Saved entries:
*-*-*
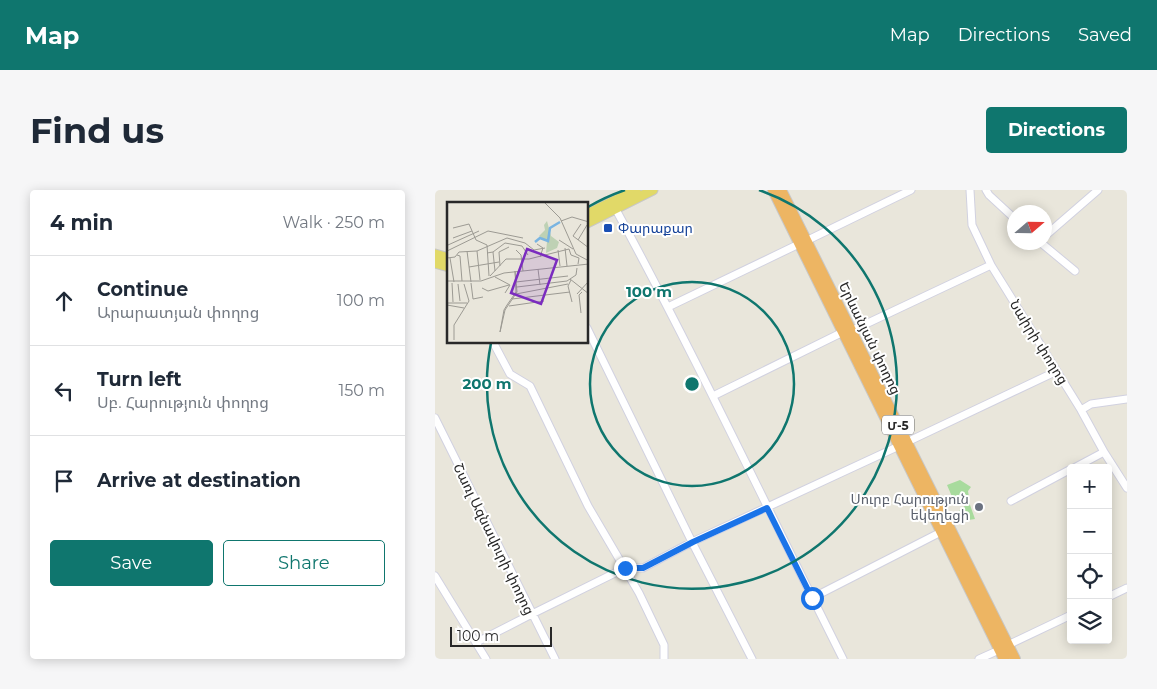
<!DOCTYPE html>
<html lang="en">
<head>
<meta charset="utf-8">
<style>
  :root { --surface:#fff; --page:#f6f6f7; --text:#1f2937; --muted:#747a83; --line:#e0e1e3; --accent:#0f766e }
  body { margin:0; font-family:Montserrat,"Noto Sans Armenian",sans-serif; background:var(--page); color:var(--text) }
  .controls { position:absolute; right:15px; bottom:15px; display:grid; overflow:hidden; border-radius:5px; box-shadow:0 2px 12px #0003 }
  .controls button { width:45px; height:45px; display:grid; place-items:center; padding:0; border:0; border-bottom:1px solid var(--line); background:var(--surface); color:var(--text); font:25px sans-serif }
  .compass { position:absolute; left:572px; top:15px; width:45px; height:45px; border-radius:50%; background:var(--surface); box-shadow:0 2px 12px #0003; rotate:70deg }
  .scale { position:absolute; left:15px; bottom:12px; width:102px; box-sizing:border-box; padding-left:5px; border:2px solid #282828; border-top:0; font-size:14px; line-height:18px; white-space:nowrap; color:#282828; -webkit-text-stroke:4px #fff; paint-order:stroke }
  .stop { position:absolute; width:15px; height:15px; margin:-11px; border:4px solid #1a73e8; border-radius:50%; background:#fff }
  .stop.end { background:#1a73e8; border-color:#fff; box-shadow:0 1px 5px #0008 }
  .list { margin:0; padding:0; list-style:none }
  h2 { display:flex; justify-content:space-between; align-items:center; height:65px; margin:0; padding:0 20px; font-size:21px }
  h2 small { font-size:16px; font-weight:400; color:var(--muted) }
  .list li { display:grid; grid-template-columns:32px 1fr auto; gap:15px; align-items:center; box-sizing:border-box; height:90px; padding:0 20px; border-top:1px solid var(--line) }
  .list b { display:block; font-size:19px; white-space:nowrap }
  .list p { margin:0; font-size:16px; white-space:nowrap; color:var(--muted) }
  .list em { font-size:16px; font-style:normal; color:var(--muted) }
  .actions { display:flex; gap:10px; padding:15px 20px }
  .actions a { flex:1; padding:11px 0; border:1px solid var(--accent); border-radius:5px; text-align:center; font-size:18px; color:var(--accent) }
  .actions .main { background:var(--accent); color:#fff }
  .icon { flex:none; width:28px; height:28px; fill:none; stroke:currentColor; stroke-width:2; stroke-linecap:round; stroke-linejoin:round }
  .map { position:relative; flex:none; width:692px; height:469px; overflow:hidden; border-radius:5px }
  header { display:flex; align-items:center; gap:30px; box-sizing:border-box; height:70px; padding:0 25px; background:var(--accent); color:#fff }
  header strong { font-size:24px }
  nav { display:flex; gap:28px; margin-inline-start:auto; font-size:18px }
  .intro { display:flex; align-items:center; justify-content:space-between; box-sizing:border-box; height:120px; padding:0 30px }
  h1 { margin:0; font-size:35px }
  .button { padding:12px 22px; border-radius:5px; background:var(--accent); color:#fff; font-size:18px; font-weight:700 }
  main { display:flex; gap:30px; padding:0 30px }
  aside { flex:1; background:var(--surface); border-radius:5px; box-shadow:0 2px 12px #0003 }
  .map>svg:first-child { display:block }
</style>
</head>
<body>
<header>
<strong>Map</strong>
<nav><a>Map</a><a>Directions</a><a>Saved</a></nav>
</header>
<div class="intro"><h1>Find us</h1><a class="button">Directions</a></div>
<main>
<aside>
<h2>4 min<small>Walk · 250 m</small></h2>
<ul class="list">
<li><svg class="icon" aria-label="ahead" viewBox="0 0 24 24"><path d="M12 20V5M6 11l6-6 6 6"/></svg><div><b>Continue</b><p>Արարատյան փողոց</p></div><em>100 m</em></li>
<li><svg class="icon" aria-label="left" viewBox="0 0 24 24"><path d="M17 20v-9H6M10 6l-5 5 5 5"/></svg><div><b>Turn left</b><p>Սբ. Հարություն փողոց</p></div><em>150 m</em></li>
<li><svg class="icon" aria-label="arrive" viewBox="0 0 24 24"><path d="M6 21V4h12l-3 4 3 4H6"/></svg><div><b>Arrive at destination</b></div></li>
</ul>
<div class="actions"><a class="main">Save</a><a>Share</a></div>
</aside>
<div class="map">
<svg width="692" height="469" viewBox="0 0 692 469">
  <rect width="100%" height="100%" fill="#e9e6db"/>
  <path fill="#a8db9d" d="M525,290l11,7 -3,4 1,6 -13,9 -9,-21z
    M534,312l6,17 -13,2 -4,-9z"/>
  <g fill="none" stroke-linecap="round" stroke-linejoin="round">
    <defs>
      <path id="minor" d="M535,0l2,35 19,40 90,145 23,42 23,36
        M551,0l3,5 26,24
        M179,16c81,149 153,302 229,453
        M610,46l53,-46
        M371,51l105,-51
        M605,52l35,29
        M233,117l131,-63
        M152,138l105,214 60,117
        M416,141l140,-66
        M58,152l17,32 20,12 58,120 51,87 25,52v14
        M278,206l130,-64
        M646,220l10,-6 36,-5
        M0,228l120,241
        M472,252l150,-71
        M639,278l30,-16
        M576,311l60,-32
        M0,386l51,83
        M673,407l19,-9
        M377,408l129,-66
        M42,452l55,-28 93,-46h18l49,-26 207,-96
        M573,455l63,-30
        M544,469l20,-9"/>
      <path id="major" d="M152,24l49,-24
        M152,33l66,-33
        M0,64l14,4
        M0,73l14,4"/>
      <path id="highway" d="M338,0l231,469
        M346,0l234,469"/>
    </defs>
    <use href="#minor" stroke="#d1d1e0" stroke-width="9"/>
    <use href="#major" stroke="#c7c7c7" stroke-width="11"/>
    <use href="#highway" stroke="#c7c7c7" stroke-width="12"/>
    <use href="#minor" stroke="#fff" stroke-width="7"/>
    <use href="#major" stroke="#e1d968" stroke-width="9"/>
    <use href="#highway" stroke="#edb563" stroke-width="10"/>
  </g>
  <g fill="none" stroke-linecap="round" stroke-linejoin="round">
    <path stroke="#1a73e8" stroke-width="6" d="M190,378h18l50,-26 74,-34 45,90"/>
  </g>
  <g fill="none" stroke="#0f766e" stroke-width="2.5">
    <circle cx="257" cy="194" r="102"/>
    <path d="M153 17A205 205 0 0 1 190 0M324 0A205 205 0 1 1 56 153"/>
  </g>
  <rect fill="#1a4fb4" stroke="#fff" stroke-width="2" x="168" y="33" width="10" height="10" rx="2.5"/>
  <circle fill="#6b7280" stroke="#fff" stroke-width="2" cx="544" cy="317" r="5"/>
  <g text-anchor="middle" dominant-baseline="central" stroke-width="4" stroke-linejoin="round" paint-order="stroke">
    <rect fill="#fff" stroke="#686868" stroke-width="1" x="447" y="225.5" width="32" height="19" rx="4"/>
    <g font-size="12" font-weight="bold" fill="#282828">
      <text x="463" y="235">Մ-5</text>
    </g>
    <g font-size="14" fill="#164399" stroke="#fff" text-anchor="start">
      <text x="183" y="38">Փարաքար</text>
    </g>
    <g font-size="14" fill="#282828" stroke="#fff">
      <text transform="translate(435 148) rotate(64)">Երևանյան փողոց</text>
      <text transform="translate(604 152) rotate(58)">Նաիրի փողոց</text>
      <text transform="translate(59 349) rotate(64)">Շառլ Ազնավուրի փողոց</text>
    </g>
    <g font-size="14" fill="#5b616d" stroke="#fff" text-anchor="end">
      <text x="534" y="309">Սուրբ Հարություն<tspan x="534" dy="16">եկեղեցի</tspan></text>
    </g>
  </g>
  <g transform="translate(12 12)">
    <rect width="141" height="141" fill="#e9e6db"/>
    <path d="M100,19l4,15 8,6 -2,6 -11,5 1,-12 -8,-5 6,-6 -1,-5z" fill="#bed1b4"/>
    <path fill="none" stroke="#79b4e1" stroke-width="2.5" d="M88,40l5,-4 8,3 2,-13 10,-6"/>
    <path fill="none" stroke="#9c9a93" stroke-width="1" d="M97,0l16,16 16,36 13,7M114,19l11,-4 17,5M134,22l-8,12 16,12M6,26l16,-4 7,16 11,5 2,31M6,36l19,-7M112,38l14,9M131,38l9,-15M90,42l6,4 -3,9M1,43l31,-14M118,46l2,18M122,47l2,6 8,3 -1,6M69,48l5,5 2,16M111,48l2,16M0,49l41,-20 35,7M20,49l4,31M30,49l3,29M46,50l2,19M40,51l6,-1 12,-9 17,3 6,9M10,53l3,1 2,25M0,56l8,-1 4,-5 18,-1 30,-13 18,5 9,7 11,-2M3,56l4,24M53,64l-1,-14 10,-5M22,65l30,-5M91,67l2,16M68,69l1,21 -9,13 -3,5 -4,22 5,-22 12,-18 -2,-21M43,74l16,-17h23l40,-10M48,75l15,8 -5,8M123,77l19,15M124,78l-3,6 4,16M0,79h34l23,-8 85,-9M69,80l52,-6M5,81l1,19M24,81l2,16 10,-2M11,82l2,17M70,85l50,-6 9,-6 1,-7M35,86l6,3 21,-6M69,92l52,-10M130,92l12,-13M65,97l58,-7M0,101h20M0,103l17,3M62,104l35,-5M134,111l-2,-18 3,-3M7,138v-15l15,-24 -5,-17"/>
    <path fill="#7b2cbf" fill-opacity="0.15" stroke="#7b2cbf" stroke-width="2.5" d="M80,47l30,11 -16,44 -30,-11z"/>
    <rect width="141" height="141" fill="none" stroke="#282828" stroke-width="2.5"/>
  </g>
  <circle cx="257" cy="194" r="8" fill="#0f766e" stroke="#fff" stroke-width="2.5"/>
  <g font-size="15" text-anchor="middle" font-weight="bold" fill="#0f766e" stroke="#fff" stroke-width="4" stroke-linejoin="round" paint-order="stroke">
    <text x="214" y="107">100 m</text>
    <text x="52" y="199">200 m</text>
  </g>
</svg>
<div class="controls">
<button>+</button>
<button>−</button>
<button><svg class="icon" aria-label="locate" viewBox="0 0 24 24"><circle cx="12" cy="12" r="6"/><path d="M12 2v4M12 18v4M2 12h4M18 12h4"/></svg></button>
<button><svg class="icon" aria-label="layers" viewBox="0 0 24 24"><path d="M12 4l9 5-9 5-9-5zM3 14l9 5 9-5"/></svg></button>
</div>
<svg class="compass" viewBox="-18 -18 36 36"><path d="M0-13l5 13h-10z" fill="#e53935"/><path d="M0 13l5-13h-10z" fill="#747a83"/></svg>
<div class="scale">100 m</div>
<div class="stop" style="left:377px;top:408px"></div>
<div class="stop end" style="left:190px;top:378px"></div>
</div>
</main>
</body>
</html>
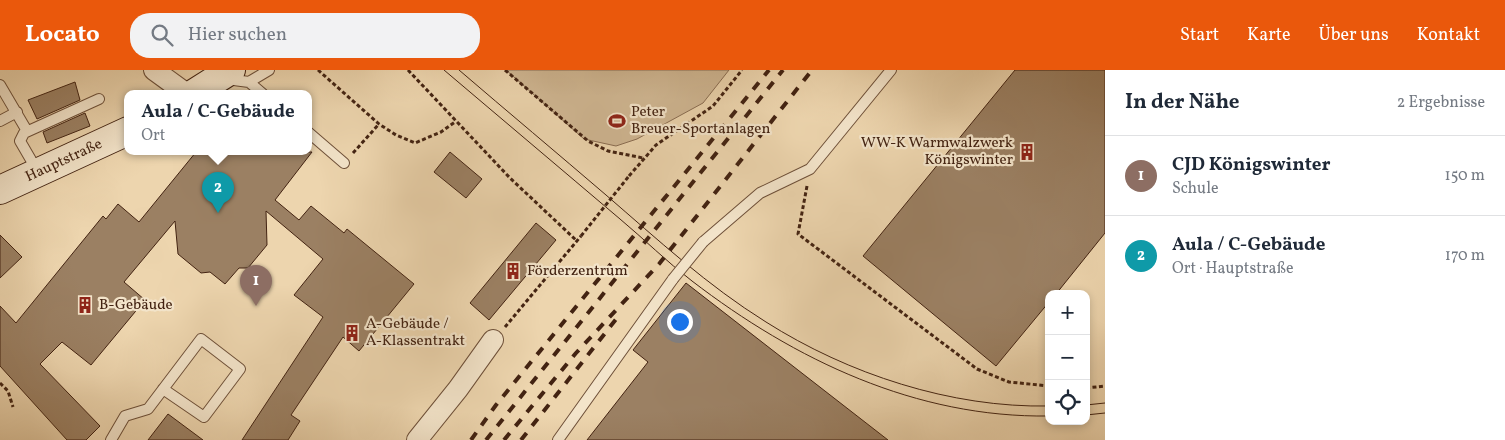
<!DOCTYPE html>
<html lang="de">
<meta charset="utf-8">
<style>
body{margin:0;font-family:Vollkorn,serif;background:#f2f2f3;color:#1f2937}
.controls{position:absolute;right:15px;bottom:15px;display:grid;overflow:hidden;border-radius:10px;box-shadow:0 2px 8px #0003}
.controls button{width:45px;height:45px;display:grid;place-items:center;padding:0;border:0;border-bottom:1px solid #e0e1e3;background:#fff;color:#1f2937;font:25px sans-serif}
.you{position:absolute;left:679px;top:251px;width:18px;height:18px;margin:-12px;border:4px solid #fff;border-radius:50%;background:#1a73e8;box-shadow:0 0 0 8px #1a73e833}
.badge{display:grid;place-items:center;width:32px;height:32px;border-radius:50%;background:#ea580c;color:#fff;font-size:16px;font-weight:700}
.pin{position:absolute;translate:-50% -41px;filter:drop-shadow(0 1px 2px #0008)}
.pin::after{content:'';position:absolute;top:26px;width:18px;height:15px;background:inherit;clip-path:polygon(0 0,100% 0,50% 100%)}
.popup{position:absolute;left:124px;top:20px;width:188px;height:65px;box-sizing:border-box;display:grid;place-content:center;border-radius:10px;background:#fff;filter:drop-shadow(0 1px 4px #0005);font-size:16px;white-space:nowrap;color:#747a83}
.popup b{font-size:19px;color:#1f2937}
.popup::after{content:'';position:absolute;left:50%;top:100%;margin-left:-10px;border:10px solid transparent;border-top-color:#fff}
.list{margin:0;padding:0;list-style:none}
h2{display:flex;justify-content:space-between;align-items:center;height:65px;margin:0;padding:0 20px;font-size:21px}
h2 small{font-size:16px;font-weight:400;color:#747a83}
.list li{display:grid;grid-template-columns:32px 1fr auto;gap:15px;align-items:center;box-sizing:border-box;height:80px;padding:0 20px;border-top:1px solid #e0e1e3}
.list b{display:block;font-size:19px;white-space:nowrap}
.list p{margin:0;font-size:16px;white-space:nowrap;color:#747a83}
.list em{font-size:16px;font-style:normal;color:#747a83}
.icon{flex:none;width:28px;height:28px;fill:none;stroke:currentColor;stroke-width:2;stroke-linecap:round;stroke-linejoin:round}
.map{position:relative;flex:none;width:1105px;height:370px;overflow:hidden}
header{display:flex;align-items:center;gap:30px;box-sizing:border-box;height:70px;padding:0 25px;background:#ea580c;color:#fff}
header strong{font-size:24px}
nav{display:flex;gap:28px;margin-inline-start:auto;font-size:18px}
.search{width:350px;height:45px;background:#f2f2f3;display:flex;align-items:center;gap:12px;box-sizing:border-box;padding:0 18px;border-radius:20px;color:#747a83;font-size:19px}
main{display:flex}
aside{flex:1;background:#fff}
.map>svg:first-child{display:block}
.green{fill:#d0b793;stroke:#8a6d52}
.building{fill:#9b8063;stroke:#432312}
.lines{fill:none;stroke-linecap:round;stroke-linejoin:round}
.lane-casing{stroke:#6e5039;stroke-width:12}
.street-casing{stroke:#6e5039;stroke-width:22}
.secondary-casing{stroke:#432312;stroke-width:30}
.path{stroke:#432312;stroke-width:3;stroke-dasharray:4 2.5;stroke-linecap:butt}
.lane{stroke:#f3e4ca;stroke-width:10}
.street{stroke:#f3e4ca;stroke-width:20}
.secondary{stroke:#f3e4ca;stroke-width:28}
.tram{stroke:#432312;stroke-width:1}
.rail{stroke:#432312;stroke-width:4;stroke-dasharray:9 9;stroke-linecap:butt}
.lane-bridge-casing{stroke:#6e5039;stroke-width:12;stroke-linecap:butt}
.path-bridge{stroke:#432312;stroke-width:3;stroke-dasharray:4 2.5;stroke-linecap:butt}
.lane-bridge{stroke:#f3e4ca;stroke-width:10}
.labels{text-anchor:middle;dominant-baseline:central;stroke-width:4.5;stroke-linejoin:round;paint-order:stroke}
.poi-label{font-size:15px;fill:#432312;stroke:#f3e4ca;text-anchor:start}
.street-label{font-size:15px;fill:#432312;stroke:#f3e4ca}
</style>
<header>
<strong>Locato</strong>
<div class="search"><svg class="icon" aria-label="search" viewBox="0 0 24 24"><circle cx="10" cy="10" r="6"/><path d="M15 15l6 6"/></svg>Hier suchen</div>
<nav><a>Start</a><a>Karte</a><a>Über uns</a><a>Kontakt</a></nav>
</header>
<main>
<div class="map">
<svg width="1105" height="370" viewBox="0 0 1105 370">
<rect width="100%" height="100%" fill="#edd5ae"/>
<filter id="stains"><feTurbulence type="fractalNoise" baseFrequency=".004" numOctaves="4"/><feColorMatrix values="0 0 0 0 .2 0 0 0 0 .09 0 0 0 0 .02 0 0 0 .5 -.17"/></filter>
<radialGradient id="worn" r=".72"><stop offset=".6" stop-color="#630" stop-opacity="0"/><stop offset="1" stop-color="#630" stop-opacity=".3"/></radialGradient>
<path class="green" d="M506 0H729L703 33 637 69 616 76 584 69Z"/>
<path class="building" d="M1015 0H1105V163L1056 224H1049V232L996 296 863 186Z
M75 12 80 30 37 49 28 30Z
M85 43 90 56 47 73 43 62Z
M196 82H312L275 130 299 150 311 136 344 163 347 159 414 214 359 281 343 267 291 345 300 351 288 370H242L323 247 294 225 323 189 266 141 267 175 248 198H239L225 214 210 202 201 203 178 184 175 151 124 212 145 230 91 295 62 272 40 294 100 356 86 370H67L0 296V236L16 253 103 146 106 149 118 134 139 152Z
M450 82 482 109 466 128 434 102Z
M536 153 556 170 489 250 470 233Z
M0 165 22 187 0 208Z
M686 213 888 370H587L648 292 633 280Z
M168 344 203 370H148Z"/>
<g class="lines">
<g class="lane-casing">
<path id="lane" d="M226 9 249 12 269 0
M249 12 263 24
M0 15 27 61
M0 51 17 42
M308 62 344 93
M38 102 20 71 24 63 99 29
M703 172 760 123 810 99 891 0
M111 370 125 346 148 339 201 269 240 299 204 347 163 319
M558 370 673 209"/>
</g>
<g class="street-casing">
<path id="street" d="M154 0 187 24
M417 370 458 319 493 270"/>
</g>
<g class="secondary-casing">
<path id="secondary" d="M193 24 231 0
M0 120 128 61"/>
</g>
<path class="path" d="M318 0 379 54 396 65 415 73 441 62 455 52
M408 0 510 108 577 171
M505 0 588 71 608 81 643 88
M353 83 379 54
M629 106 656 75 713 36 742 0
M807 116 798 164 977 299 1009 312 1049 316
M505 257 581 166
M0 313 8 321 13 337
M1086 318 1105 316"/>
<use href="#lane" class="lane"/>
<use href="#street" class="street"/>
<use href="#secondary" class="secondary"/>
<path class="tram" d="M444 0C503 50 561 99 620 149 644 169 667 192 692 211 795 290 916 348 1049 346
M459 0C508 42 557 83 606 125 657 169 708 216 766 252 848 304 951 338 1049 336
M1086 335 1105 333
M1086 345 1105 343"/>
<path class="rail" d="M471 370 496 335 769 0
M486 370 783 0
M504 370 576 283 659 194 812 0
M521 370 617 248"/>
<g class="lane-bridge-casing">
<path id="lane-bridge" d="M673 209 703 172"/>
</g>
<path class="path-bridge" d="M581 166 629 106"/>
<use href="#lane-bridge" class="lane-bridge"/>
</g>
<defs>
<g id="stadium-bare" transform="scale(1.35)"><path d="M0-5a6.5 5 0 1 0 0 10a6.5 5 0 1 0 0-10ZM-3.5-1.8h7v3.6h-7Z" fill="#8f2418" stroke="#f3e4ca" stroke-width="2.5" paint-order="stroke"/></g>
<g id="building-bare" transform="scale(1.35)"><path d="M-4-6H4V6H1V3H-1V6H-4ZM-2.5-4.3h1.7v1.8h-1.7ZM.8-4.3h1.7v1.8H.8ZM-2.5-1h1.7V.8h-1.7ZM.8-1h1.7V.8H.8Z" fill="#8f2418" stroke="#f3e4ca" stroke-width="2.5" paint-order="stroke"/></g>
</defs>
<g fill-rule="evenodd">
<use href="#stadium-bare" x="617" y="51"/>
<use href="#building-bare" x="1027" y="82"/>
<use href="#building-bare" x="513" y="201"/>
<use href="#building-bare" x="85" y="235"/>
<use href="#building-bare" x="352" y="263"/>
</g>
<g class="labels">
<g class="poi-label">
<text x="631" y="42">Peter<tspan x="631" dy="17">Breuer-Sportanlagen</tspan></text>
<text x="1013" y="73" text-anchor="end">WW-K Warmwalzwerk<tspan x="1013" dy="17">Königswinter</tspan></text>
<text x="527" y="201">Förderzentrum</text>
<text x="99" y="235">B-Gebäude</text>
<text x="366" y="254">A-Gebäude /<tspan x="366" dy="17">A-Klassentrakt</tspan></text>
</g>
<g class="street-label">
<text transform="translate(64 91) rotate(-25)">Hauptstraße</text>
</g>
</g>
<rect width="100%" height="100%" filter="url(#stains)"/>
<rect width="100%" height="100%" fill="url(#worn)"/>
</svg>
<div class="controls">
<button>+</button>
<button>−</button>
<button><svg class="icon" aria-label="locate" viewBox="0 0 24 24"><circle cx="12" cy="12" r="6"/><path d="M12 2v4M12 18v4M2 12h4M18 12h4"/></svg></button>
</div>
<div class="you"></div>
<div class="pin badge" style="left:256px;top:236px;background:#8d6e63">1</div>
<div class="pin badge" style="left:218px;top:143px;background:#0f9aa8">2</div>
<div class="popup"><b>Aula / C-Gebäude</b>Ort</div>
</div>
<aside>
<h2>In der Nähe<small>2 Ergebnisse</small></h2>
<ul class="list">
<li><span class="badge" style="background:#8d6e63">1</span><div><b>CJD Königswinter</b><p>Schule</p></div><em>150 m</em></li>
<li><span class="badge" style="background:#0f9aa8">2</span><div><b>Aula / C-Gebäude</b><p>Ort · Hauptstraße</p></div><em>170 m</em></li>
</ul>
</aside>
</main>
*-*-*
WORK REQUEST: Look over the records above and filter for each line with the word "drop".

RESULT OF THE EXERCISE:
.pin{position:absolute;translate:-50% -41px;filter:drop-shadow(0 1px 2px #0008)}
.popup{position:absolute;left:124px;top:20px;width:188px;height:65px;box-sizing:border-box;display:grid;place-content:center;border-radius:10px;background:#fff;filter:drop-shadow(0 1px 4px #0005);font-size:16px;white-space:nowrap;color:#747a83}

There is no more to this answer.